• Source data:
----------------------------------------
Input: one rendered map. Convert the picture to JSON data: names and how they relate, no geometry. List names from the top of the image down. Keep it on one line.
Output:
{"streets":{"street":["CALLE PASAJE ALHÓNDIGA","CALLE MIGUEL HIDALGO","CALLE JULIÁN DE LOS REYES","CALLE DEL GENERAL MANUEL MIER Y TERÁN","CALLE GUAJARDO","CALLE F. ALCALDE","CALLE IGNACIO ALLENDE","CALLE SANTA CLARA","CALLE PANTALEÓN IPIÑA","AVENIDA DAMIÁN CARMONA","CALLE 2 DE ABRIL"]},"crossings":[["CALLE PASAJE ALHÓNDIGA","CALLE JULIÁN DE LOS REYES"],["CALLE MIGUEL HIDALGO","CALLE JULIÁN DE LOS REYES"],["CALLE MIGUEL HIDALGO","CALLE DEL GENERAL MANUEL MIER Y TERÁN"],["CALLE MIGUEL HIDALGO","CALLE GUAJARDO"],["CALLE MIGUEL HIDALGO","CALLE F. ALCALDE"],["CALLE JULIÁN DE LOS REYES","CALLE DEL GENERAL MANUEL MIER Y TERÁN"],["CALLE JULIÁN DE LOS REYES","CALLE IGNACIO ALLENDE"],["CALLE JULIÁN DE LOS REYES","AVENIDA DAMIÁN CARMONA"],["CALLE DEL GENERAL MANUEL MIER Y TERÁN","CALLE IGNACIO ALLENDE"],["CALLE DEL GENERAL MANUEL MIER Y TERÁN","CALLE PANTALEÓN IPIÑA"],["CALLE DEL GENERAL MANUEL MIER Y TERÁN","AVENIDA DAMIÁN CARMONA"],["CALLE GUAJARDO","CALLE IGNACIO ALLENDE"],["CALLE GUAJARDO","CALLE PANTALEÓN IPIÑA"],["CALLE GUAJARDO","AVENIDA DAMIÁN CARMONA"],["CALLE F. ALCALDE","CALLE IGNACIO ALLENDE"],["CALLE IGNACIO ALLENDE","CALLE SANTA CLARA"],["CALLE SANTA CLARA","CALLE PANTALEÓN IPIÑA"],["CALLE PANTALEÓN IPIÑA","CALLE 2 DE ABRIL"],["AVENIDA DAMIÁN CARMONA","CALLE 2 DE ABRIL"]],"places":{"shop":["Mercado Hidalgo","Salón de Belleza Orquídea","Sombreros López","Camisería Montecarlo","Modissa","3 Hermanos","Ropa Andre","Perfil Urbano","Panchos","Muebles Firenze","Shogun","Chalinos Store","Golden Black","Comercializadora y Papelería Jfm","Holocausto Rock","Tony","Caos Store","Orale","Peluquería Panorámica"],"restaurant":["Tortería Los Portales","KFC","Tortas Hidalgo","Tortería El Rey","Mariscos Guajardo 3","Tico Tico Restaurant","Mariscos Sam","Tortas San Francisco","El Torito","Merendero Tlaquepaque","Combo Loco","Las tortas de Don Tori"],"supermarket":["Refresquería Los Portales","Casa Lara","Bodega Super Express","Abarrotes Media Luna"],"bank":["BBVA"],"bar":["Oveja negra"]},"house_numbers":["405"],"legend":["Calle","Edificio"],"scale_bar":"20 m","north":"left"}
----------------------------------------
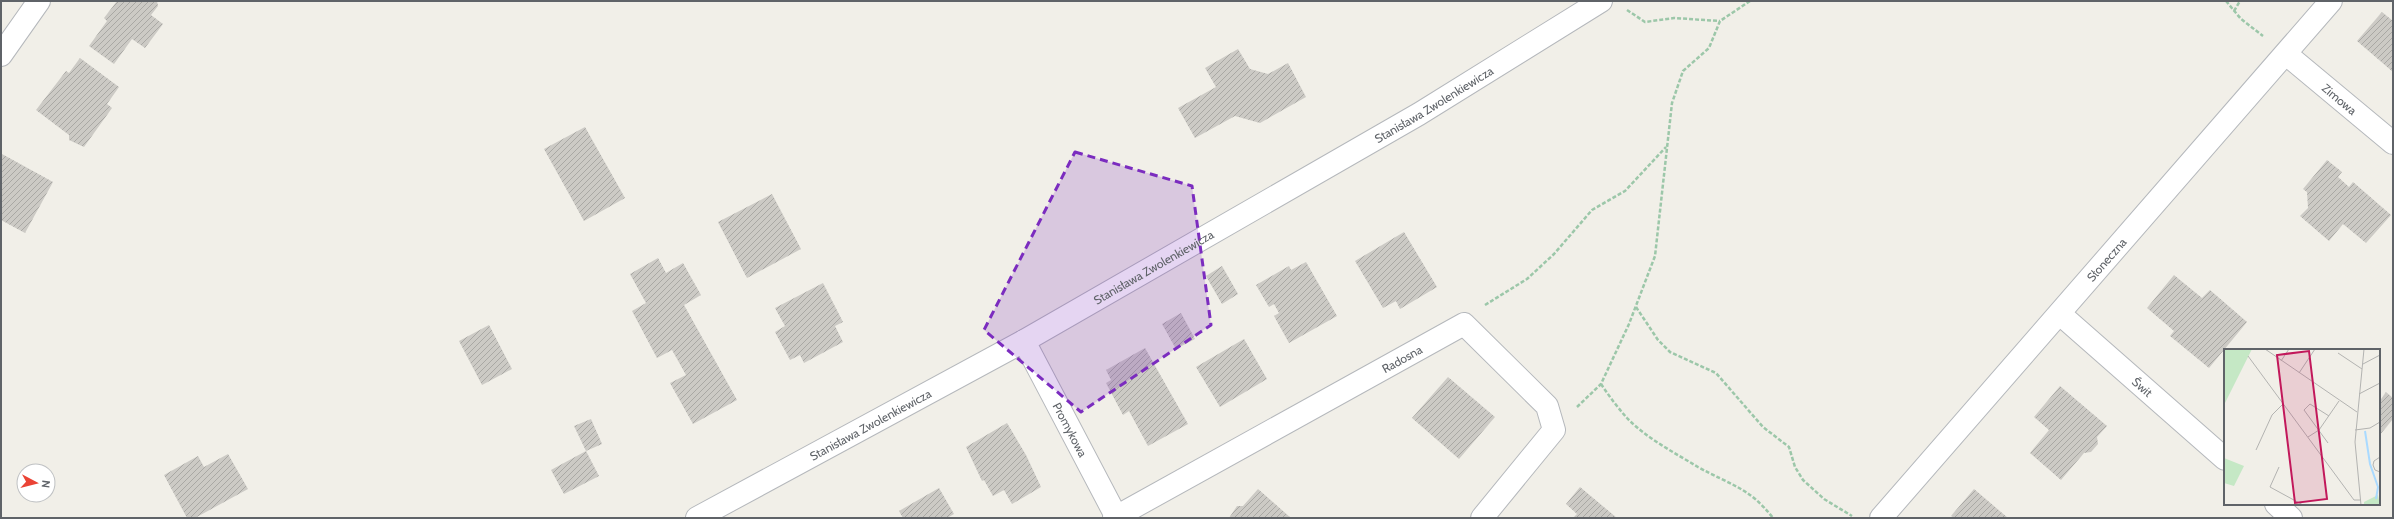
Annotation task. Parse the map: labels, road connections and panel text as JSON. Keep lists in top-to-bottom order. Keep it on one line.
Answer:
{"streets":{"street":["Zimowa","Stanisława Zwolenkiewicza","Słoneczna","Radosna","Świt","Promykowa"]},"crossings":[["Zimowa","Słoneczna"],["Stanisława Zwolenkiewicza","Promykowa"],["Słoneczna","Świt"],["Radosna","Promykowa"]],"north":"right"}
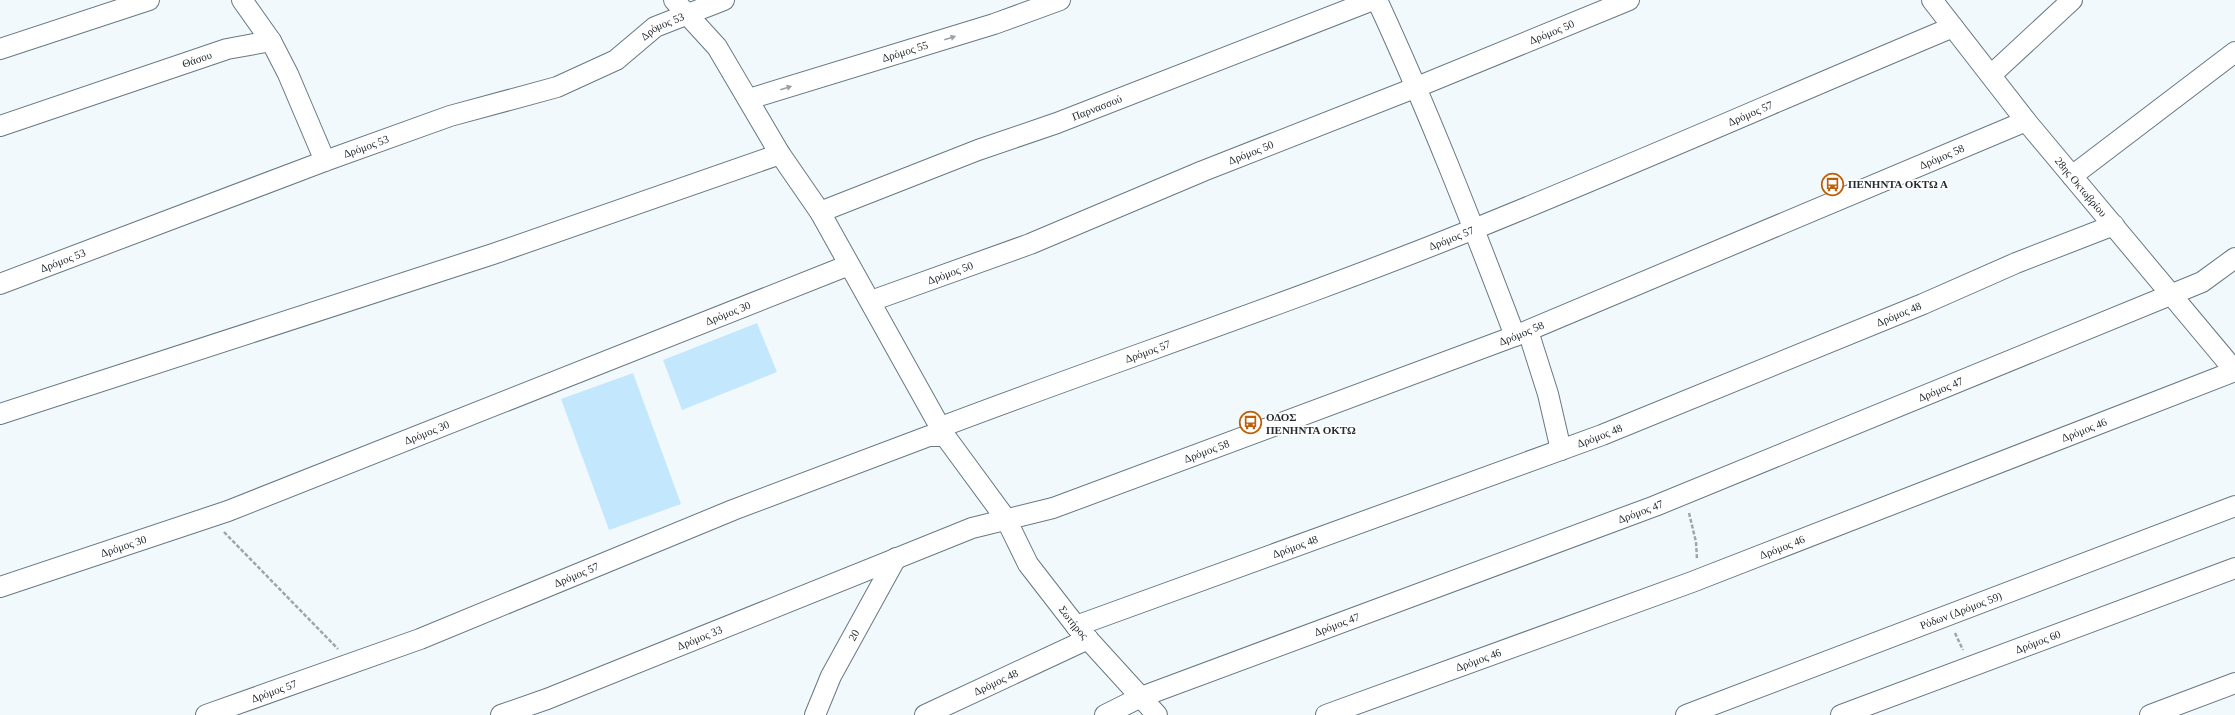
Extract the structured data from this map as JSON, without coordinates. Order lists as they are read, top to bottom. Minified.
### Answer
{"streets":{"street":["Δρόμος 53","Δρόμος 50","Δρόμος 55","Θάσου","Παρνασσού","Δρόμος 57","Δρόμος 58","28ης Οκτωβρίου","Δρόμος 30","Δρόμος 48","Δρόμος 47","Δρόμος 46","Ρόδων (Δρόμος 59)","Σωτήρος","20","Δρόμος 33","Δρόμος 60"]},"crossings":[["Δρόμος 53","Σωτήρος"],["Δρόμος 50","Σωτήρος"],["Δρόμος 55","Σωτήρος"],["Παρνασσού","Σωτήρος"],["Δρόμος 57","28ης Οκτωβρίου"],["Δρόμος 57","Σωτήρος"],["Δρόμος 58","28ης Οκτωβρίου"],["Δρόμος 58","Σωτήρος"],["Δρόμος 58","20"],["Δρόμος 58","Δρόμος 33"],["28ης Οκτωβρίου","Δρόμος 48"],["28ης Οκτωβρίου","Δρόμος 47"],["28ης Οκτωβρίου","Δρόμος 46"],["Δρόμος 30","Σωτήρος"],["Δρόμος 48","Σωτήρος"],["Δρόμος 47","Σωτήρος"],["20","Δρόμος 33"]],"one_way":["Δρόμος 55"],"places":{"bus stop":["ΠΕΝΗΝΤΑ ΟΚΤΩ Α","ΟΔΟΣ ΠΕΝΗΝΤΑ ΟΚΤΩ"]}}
----------------------------------------
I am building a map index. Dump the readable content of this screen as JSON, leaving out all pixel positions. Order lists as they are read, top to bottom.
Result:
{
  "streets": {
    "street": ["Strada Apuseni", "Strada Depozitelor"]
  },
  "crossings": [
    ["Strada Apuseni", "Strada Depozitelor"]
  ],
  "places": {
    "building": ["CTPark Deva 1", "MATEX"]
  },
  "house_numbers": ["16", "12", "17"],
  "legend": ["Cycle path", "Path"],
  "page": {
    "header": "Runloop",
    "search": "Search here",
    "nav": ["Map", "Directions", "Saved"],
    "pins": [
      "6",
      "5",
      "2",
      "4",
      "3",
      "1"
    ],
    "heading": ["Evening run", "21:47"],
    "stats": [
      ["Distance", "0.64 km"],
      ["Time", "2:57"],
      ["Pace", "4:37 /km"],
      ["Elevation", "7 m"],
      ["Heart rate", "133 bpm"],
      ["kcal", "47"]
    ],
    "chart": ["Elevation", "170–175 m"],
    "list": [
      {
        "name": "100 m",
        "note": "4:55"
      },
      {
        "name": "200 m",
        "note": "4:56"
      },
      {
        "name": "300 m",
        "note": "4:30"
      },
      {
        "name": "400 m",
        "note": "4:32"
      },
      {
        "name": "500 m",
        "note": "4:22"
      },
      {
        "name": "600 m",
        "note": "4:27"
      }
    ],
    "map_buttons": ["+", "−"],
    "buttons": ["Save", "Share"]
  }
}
----------------------------------------
• Task to carry out:
Which of the lines in the material carry the string "bottom"? Pull them out.

• Expected output:
Annotation task. Parse the map: labels, road connections and panel text as JSON. Keep lists in top-to-bottom order. Keep it on one line.
Extract the structured data from this map as JSON, without coordinates. Order lists as they are read, top to bottom. Minified.
I am building a map index. Dump the readable content of this screen as JSON, leaving out all pixel positions. Order lists as they are read, top to bottom.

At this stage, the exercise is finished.